BEGIN

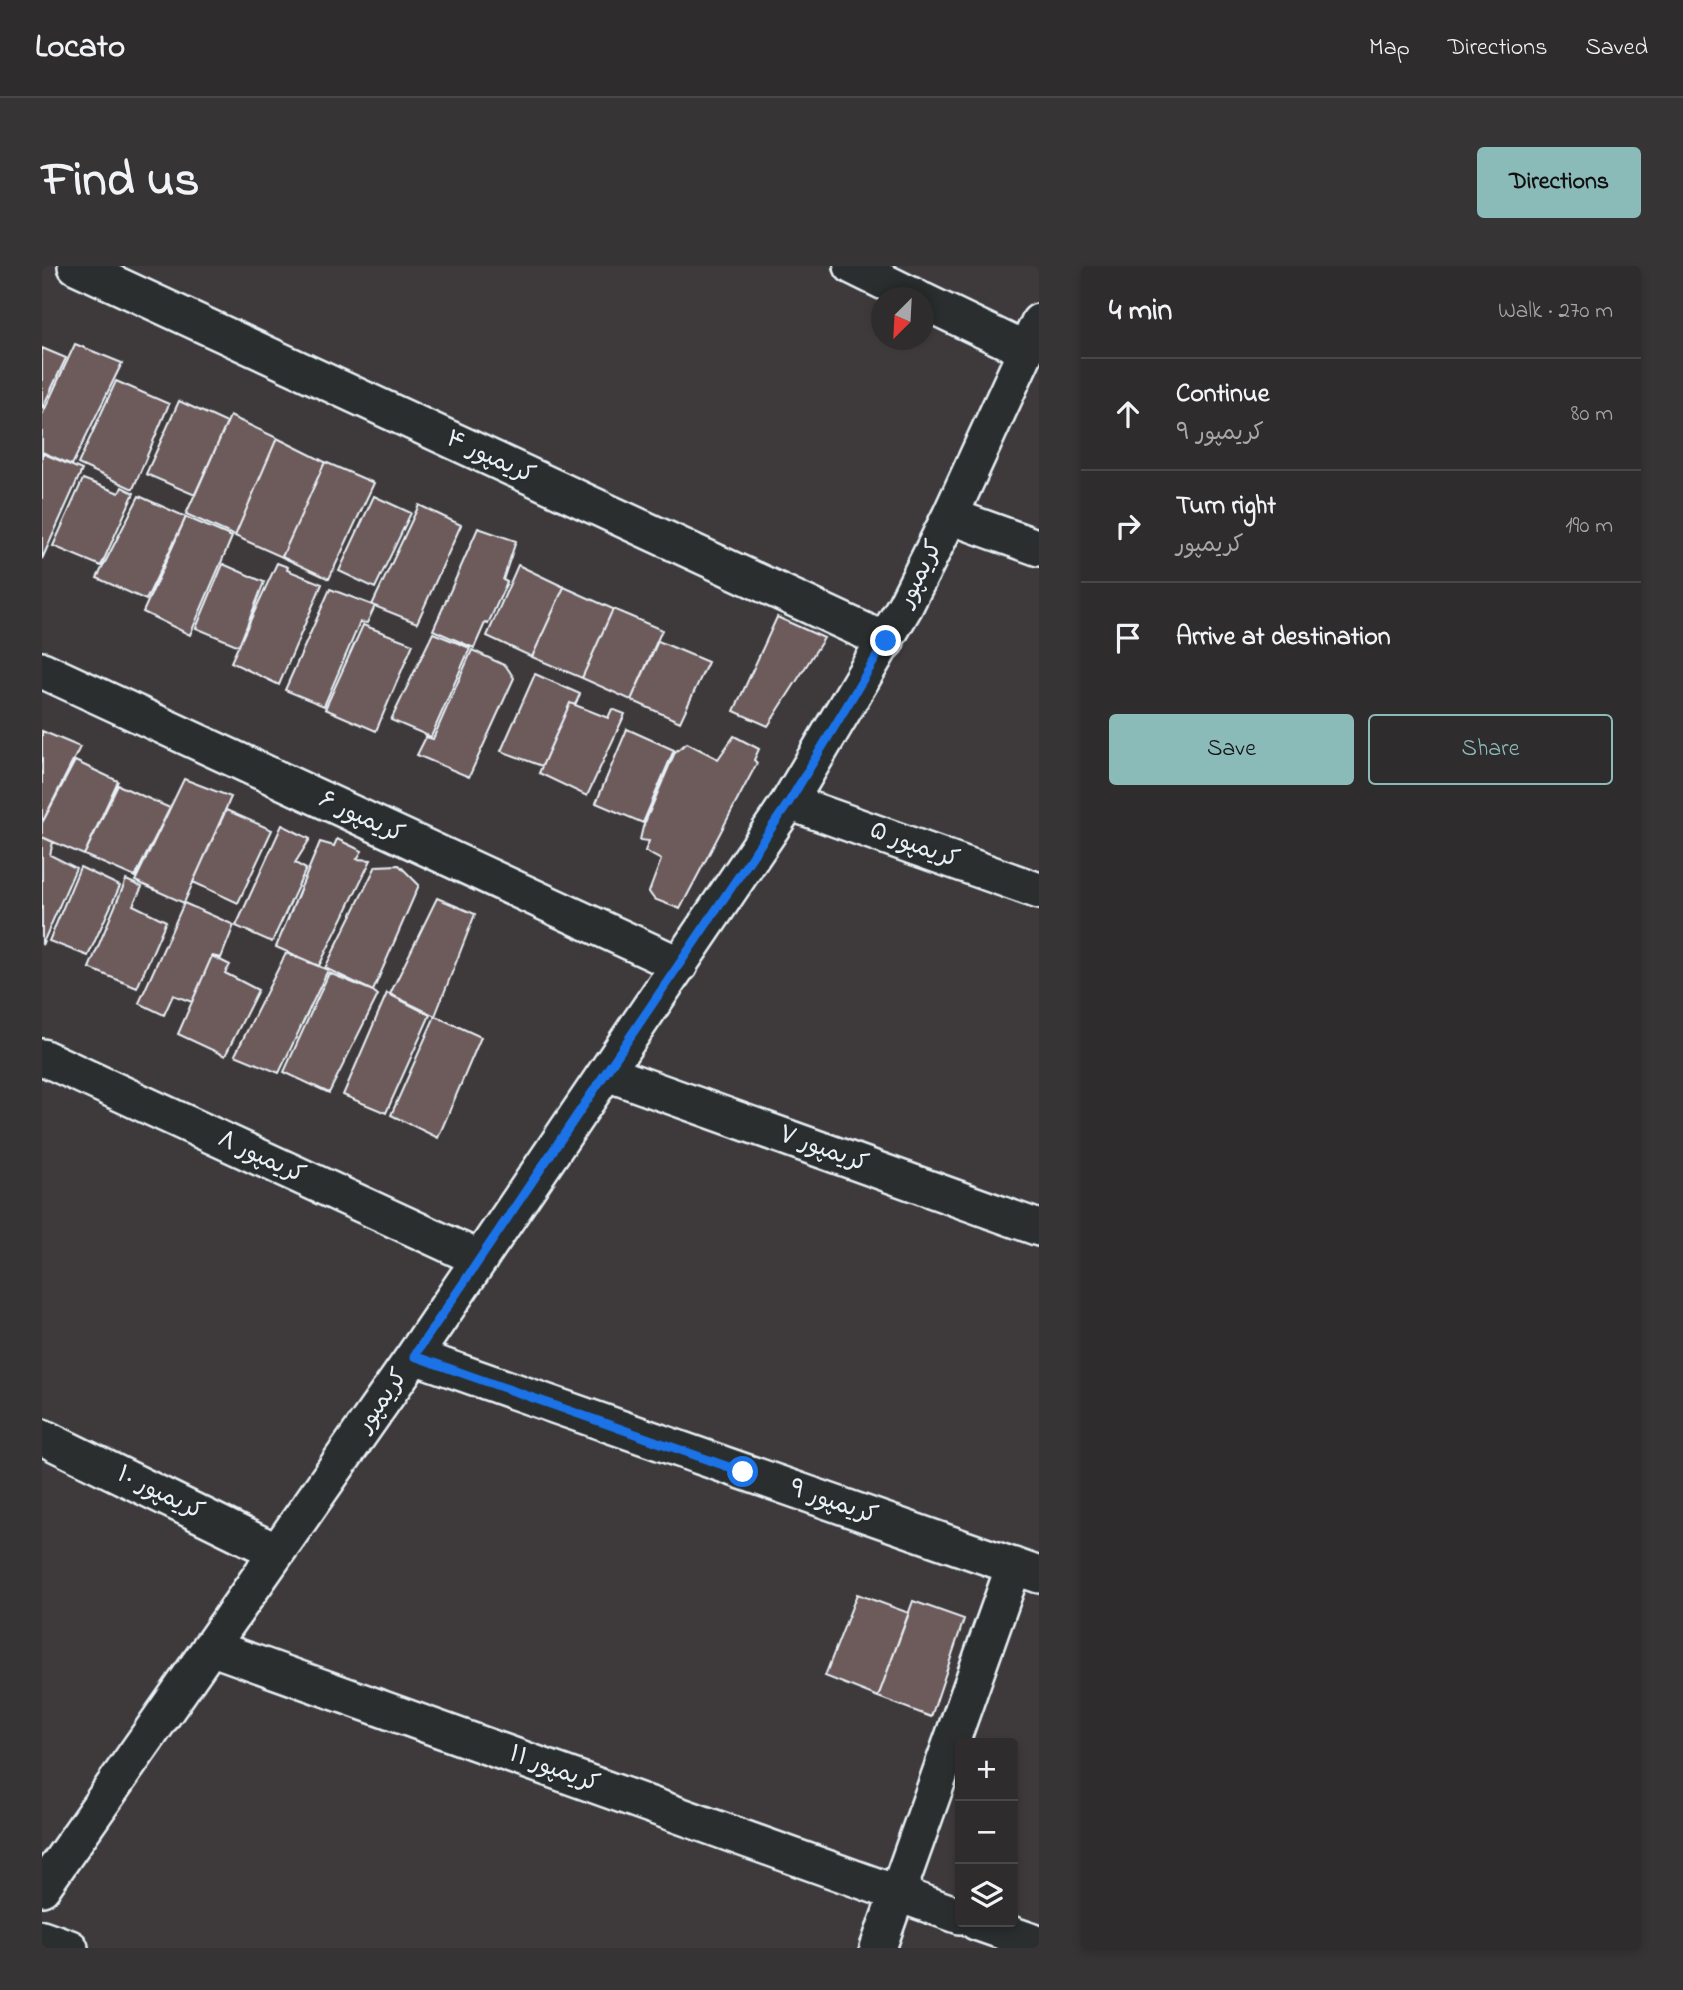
<!DOCTYPE html>
<html lang="en">
<head>
<meta charset="utf-8">
<style>
	body { margin:0; font-family:"Indie Flower","Playpen Sans Arabic",sans-serif; background:#363434; color:#f1f3f6 }
	.controls { position:absolute; right:21px; bottom:21px; display:grid; overflow:hidden; border-radius:7px; box-shadow:0 4px 10px #0003 }
	.controls button { width:63px; height:63px; display:grid; place-items:center; padding:0; border:0; border-bottom:2px solid #494848; background:#2e2c2c; color:#f1f3f6; font:35px sans-serif }
	.compass { position:absolute; left:829px; top:21px; width:63px; height:63px; border-radius:50%; background:#2e2c2c; box-shadow:0 4px 10px #0003; rotate:204deg }
	.stop { position:absolute; width:21px; height:21px; margin:-16px; border:5px solid #1a73e8; border-radius:50%; background:#fff }
	.stop.end { background:#1a73e8; border-color:#fff; box-shadow:0 2px 7px #0008 }
	.list { margin:0; padding:0; list-style:none }
	h2 { display:flex; justify-content:space-between; align-items:center; height:91px; margin:0; padding:0 28px; font-size:30px }
	h2 small { font-size:23px; font-weight:400; color:#a7a7a9 }
	.list li { display:grid; grid-template-columns:46px 1fr auto; gap:21px; align-items:center; box-sizing:border-box; height:112px; padding:0 28px; border-top:2px solid #494848 }
	.list b { display:block; font-size:26px; white-space:nowrap }
	.list p { margin:0; font-size:23px; white-space:nowrap; color:#a7a7a9 }
	.list em { font-size:23px; font-style:normal; color:#a7a7a9 }
	.actions { display:flex; gap:14px; padding:21px 28px }
	.actions a { flex:1; padding:16px 0; border:2px solid #8bbbb9; border-radius:7px; text-align:center; font-size:24px; color:#8bbbb9 }
	.actions .main { background:#8bbbb9; color:#111 }
	.icon { flex:none; width:38px; height:38px; fill:none; stroke:currentColor; stroke-width:2; stroke-linecap:round; stroke-linejoin:round }
	.map { position:relative; flex:none; width:997px; height:1682px; overflow:hidden; border-radius:7px }
	header { display:flex; align-items:center; gap:42px; box-sizing:border-box; height:98px; padding:0 35px; background:#2e2c2c; border-bottom:2px solid #494848 }
	header strong { font-size:33px }
	nav { display:flex; gap:38px; margin-inline-start:auto; font-size:24px }
	.intro { display:flex; align-items:center; justify-content:space-between; box-sizing:border-box; height:168px; padding:0 42px }
	h1 { margin:0; font-size:49px }
	.button { padding:18px 32px; border-radius:7px; background:#8bbbb9; color:#111; font-size:24px; font-weight:700 }
	main { display:flex; gap:42px; padding:0 42px }
	aside { flex:1; background:#2e2c2c; border-radius:7px; box-shadow:0 4px 10px #0003 }
	.map>svg:first-child { display:block }
	.building { fill:#6d5a5a; stroke:#e8f1f8; stroke-width:2 }
	.lines { fill:none; stroke-linecap:round; stroke-linejoin:round }
	.minor-casing { stroke:#e8f1f8; stroke-width:40 }
	.minor { stroke:#2a2d2e; stroke-width:35 }
	.route { stroke:#1a73e8; stroke-width:9 }
	.labels { text-anchor:middle; dominant-baseline:central; stroke-width:5; stroke-linejoin:round; paint-order:stroke }
	.street-label { font-size:24px; fill:#e8f1f8; stroke:#2a2d2e }
</style>
</head>
<body>
<header>
<strong>Locato</strong>
<nav><a>Map</a><a>Directions</a><a>Saved</a></nav>
</header>
<div class="intro"><h1>Find us</h1><a class="button">Directions</a></div>
<main>
<div class="map">
<svg width="997" height="1682" viewBox="0 0 997 1682">
	<rect width="100%" height="100%" fill="#3e3a3b"/>
	<filter id="ink" filterUnits="userSpaceOnUse"><feTurbulence type="fractalNoise" baseFrequency=".0143" numOctaves="2"/><feDisplacementMap in="SourceGraphic" scale="14" xChannelSelector="R" yChannelSelector="G"/><feConvolveMatrix kernelMatrix="1 2 1 2 8 2 1 2 1" color-interpolation-filters="sRGB"/></filter>
	<g filter="url(#ink)">
		<path class="building" d="M33,78L80,97L30,199L0,186V149Z
			M0,82L24,92L0,143Z
			M74,115L127,138L91,223L36,198Z
			M137,135L185,157L153,229L104,208Z
			M188,150L235,172L193,270L144,248Z
			M235,172L283,196L240,291L193,270Z
			M0,187L40,204L0,293Z
			M283,196L332,217L287,313L240,291Z
			M41,213L77,227L80,221L92,227L59,300L11,280Z
			M97,230L144,251L104,334L55,312Z
			M332,230L369,247L333,322L297,305Z
			M377,239L419,259L375,357L330,339Z
			M144,251L190,271L148,369L101,346Z
			M436,262L474,275L461,314L465,316L446,358L443,357L432,382L391,364Z
			M235,297L246,301L245,304L280,318L237,419L189,396Z
			M181,298L222,316L197,380L154,362Z
			M476,299L522,321L490,391L445,370Z
			M522,321L571,343L540,412L490,391Z
			M288,323L333,340L325,357L318,356L282,440L243,424Z
			M571,343L620,364L589,434L540,412Z
			M735,351L782,372L726,460L692,445Z
			M321,359L371,378L334,465L283,443Z
			M391,367L428,382L389,471L349,454Z
			M616,375L666,396L638,456L589,434Z
			M430,384L464,400L472,412L427,511L375,489L384,471L391,473Z
			M493,408L538,428L533,439L528,437L500,500L459,485Z
			M528,437L566,452L570,443L583,448L545,530L497,507Z
			M585,463L632,484L601,557L554,537Z
			M0,465L38,481L1,555L0,554Z
			M692,470L717,483L712,494L715,497L638,643L612,633L607,626L619,594L603,585L607,575L598,574L601,561L633,486L645,477L676,493Z
			M33,495L76,515L42,589L0,571V557Z
			M142,513L189,531L142,637L93,615Z
			M76,519L128,542L93,611L42,589Z
			M184,544L230,564L196,637L151,616Z
			M240,559L268,573L253,597L264,603L230,676L194,660Z
			M0,571L11,576L8,589L34,602L0,679Z
			M295,573L320,585L315,593L329,594L277,700L234,681L278,576L292,580Z
			M357,599L377,619L331,725L283,702L334,600Z
			M38,601L78,620L46,690L7,675Z
			M84,614L100,621L91,639L124,655L95,722L47,702Z
			M395,632L433,648L393,750L348,728Z
			M142,637L192,659L179,692L170,690L150,736L131,729L122,749L97,737Z
			M244,687L286,704L237,807L193,789Z
			M170,690L188,699L183,707L216,724L183,790L136,768Z
			M287,707L331,725L336,729L287,827L242,806Z
			M345,727L388,749L344,847L301,829Z
			M393,750L439,771L396,872L349,849Z
			M815,1328L867,1347L836,1431L783,1410Z
			M871,1335L922,1353L889,1451L836,1431Z"/>
		<g class="lines">
			<defs>
				<path id="minor" d="M34,0L844,375
					M810,0L875,32
					M881,35L983,84
					M908,250L997,282
					M0,404L638,699
					M747,536L997,625
					M0,791L438,993
					M565,807L997,962
					M372,1090L997,1309
					M0,1171L235,1286
					M168,1381L918,1650
					M0,1622L372,1090L747,536L863,340L908,250L997,56
					M934,1656L997,1678
					M0,1672L28,1682
					M836,1682L972,1300"/>
			</defs>
			<use href="#minor" class="minor-casing"/>
			<use href="#minor" class="minor"/>
		</g>
	</g>
	<g class="lines" filter="url(#ink)">
		<path class="route" d="M701,1206L372,1090L747,536L844,375"/>
	</g>
	<g class="labels">
		<g class="street-label">
			<text transform="translate(448 192) rotate(25)">کریمپور ۴</text>
			<text transform="translate(879 308) rotate(-63)">کریمپور</text>
			<text transform="translate(319 552) rotate(25)">کریمپور ۶</text>
			<text transform="translate(872 580) rotate(20)">کریمپور ۵</text>
			<text transform="translate(781 884) rotate(20)">کریمپور ۷</text>
			<text transform="translate(219 892) rotate(25)">کریمپور ۸</text>
			<text transform="translate(341 1135) rotate(-55)">کریمپور</text>
			<text transform="translate(118 1228) rotate(26)">کریمپور ۱۰</text>
			<text transform="translate(791 1237) rotate(19)">کریمپور ۹</text>
			<text transform="translate(512 1504) rotate(20)">کریمپور ۱۱</text>
		</g>
	</g>
</svg>
<div class="controls">
<button>+</button>
<button>−</button>
<button><svg class="icon" aria-label="layers" viewBox="0 0 24 24"><path d="M12 4l9 5-9 5-9-5zM3 14l9 5 9-5"/></svg></button>
</div>
<svg class="compass" viewBox="-18 -18 36 36"><path d="M0-13l5 13h-10z" fill="#e53935"/><path d="M0 13l5-13h-10z" fill="#a7a7a9"/></svg>
<div class="stop" style="left:701px;top:1206px"></div>
<div class="stop end" style="left:844px;top:375px"></div>
</div>
<aside>
<h2>4 min<small>Walk · 270 m</small></h2>
<ul class="list">
<li><svg class="icon" aria-label="ahead" viewBox="0 0 24 24"><path d="M12 20V5M6 11l6-6 6 6"/></svg><div><b>Continue</b><p>کریمپور ۹</p></div><em>80 m</em></li>
<li><svg class="icon" aria-label="right" viewBox="0 0 24 24"><path d="M7 20v-9h11M14 6l5 5-5 5"/></svg><div><b>Turn right</b><p>کریمپور</p></div><em>190 m</em></li>
<li><svg class="icon" aria-label="arrive" viewBox="0 0 24 24"><path d="M6 21V4h12l-3 4 3 4H6"/></svg><div><b>Arrive at destination</b></div></li>
</ul>
<div class="actions"><a class="main">Save</a><a>Share</a></div>
</aside>
</main>
</body>
</html>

END

The exact lines of the material above starting at the one that contains "position:absolute; left:829px; top:21px;" and ending at the one that contains "background:#1a73e8; border-color:#fff; box-shadow:0" are what to retype; leave out everything else.

	.compass { position:absolute; left:829px; top:21px; width:63px; height:63px; border-radius:50%; background:#2e2c2c; box-shadow:0 4px 10px #0003; rotate:204deg }
	.stop { position:absolute; width:21px; height:21px; margin:-16px; border:5px solid #1a73e8; border-radius:50%; background:#fff }
	.stop.end { background:#1a73e8; border-color:#fff; box-shadow:0 2px 7px #0008 }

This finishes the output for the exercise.